According to a fifth aspect, there is provided a computer program product stored on a non-transitory computer readable medium and executable in a data processing apparatus, the computer program product comprising a computer program code section for receiving first and second second-order spectrum coefficients for a first audio signal from a first device and a second audio signal from a second device, a computer program code section for determining a similarity of said first and second second-order spectrum coefficients, and a computer program code section for forming a control signal using said similarity, said control signal for controlling audio conferencing.

According to a sixth aspect there is provided a computer program product stored on a non-transitory computer readable medium and executable in a data processing apparatus, the computer program product comprising a computer program code section for receiving a first audio signal from a first device and a second audio signal from a second device, a computer program code section for computing first and second power spectrum coefficients from said first and second audio signals, respectively, by applying a transform to said audio signals, a computer program code section for computing first and second second-order spectrum coefficients from said first and second power spectrum coefficients, respectively, by applying a transform to said power spectrum coefficients, a computer program code section for determining a similarity of said first and second second-order spectrum coefficients, and a computer program code section for using said similarity in controlling audio conferencing.

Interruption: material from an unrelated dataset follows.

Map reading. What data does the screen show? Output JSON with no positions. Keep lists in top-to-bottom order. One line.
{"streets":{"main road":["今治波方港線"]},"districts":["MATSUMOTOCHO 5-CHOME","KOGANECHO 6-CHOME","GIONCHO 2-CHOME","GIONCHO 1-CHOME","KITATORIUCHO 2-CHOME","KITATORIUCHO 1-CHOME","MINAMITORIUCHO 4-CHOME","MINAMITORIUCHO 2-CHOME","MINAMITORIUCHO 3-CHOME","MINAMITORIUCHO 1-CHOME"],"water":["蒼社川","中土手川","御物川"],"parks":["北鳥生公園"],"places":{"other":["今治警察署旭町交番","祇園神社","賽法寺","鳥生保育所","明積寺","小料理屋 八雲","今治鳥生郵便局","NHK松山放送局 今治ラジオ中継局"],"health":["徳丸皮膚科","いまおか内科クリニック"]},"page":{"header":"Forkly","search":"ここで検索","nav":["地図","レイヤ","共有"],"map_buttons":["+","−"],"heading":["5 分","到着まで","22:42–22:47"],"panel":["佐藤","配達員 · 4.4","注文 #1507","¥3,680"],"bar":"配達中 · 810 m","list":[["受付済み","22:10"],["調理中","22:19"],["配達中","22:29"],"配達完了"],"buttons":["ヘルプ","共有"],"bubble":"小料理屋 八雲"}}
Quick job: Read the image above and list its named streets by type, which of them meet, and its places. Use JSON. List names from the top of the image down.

According to a seventh aspect there is provided a computer program product stored on a non-transitory computer readable medium and executable in a data processing apparatus, the computer program product comprising computer program code sections for carrying out the method steps according to the first aspect and its embodiments.

DESCRIPTION OF THE DRAWINGS

In the following, various embodiments of the invention will be described in more detail with reference to the appended drawings, in which

FIG. 1 shows a flow chart of a method for audio conferencing according to an embodiment;

FIGS. 2a and 2b shows a system and devices for audio conferencing according to an embodiment;

FIGS. 3a and 3b Illustrate an audio conferencing arrangement according to an embodiment;

FIG. 4 shows a block diagram for forming a control signal for controlling an audio conference according to an embodiment;

FIGS. 5a and 5b show the use of topology analysis according to an embodiment;

FIGS. 6a, 6b and 6c illustrate signal processing for controlling an audio conference according to an embodiment; and

FIG. 7 shows a flow chart for a method for audio conferencing according to an embodiment.

DESCRIPTION OF THE EXAMPLE EMBODIMENTS

In the following, several embodiments will be described in the context of audio conferencing. It is to be noted, however, that the invention is not limited to audio conferencing, but can be used in other contexts like persistent communication. In fact, the different embodiments have applications in any environment where improved processing of audio from multiple sources is required.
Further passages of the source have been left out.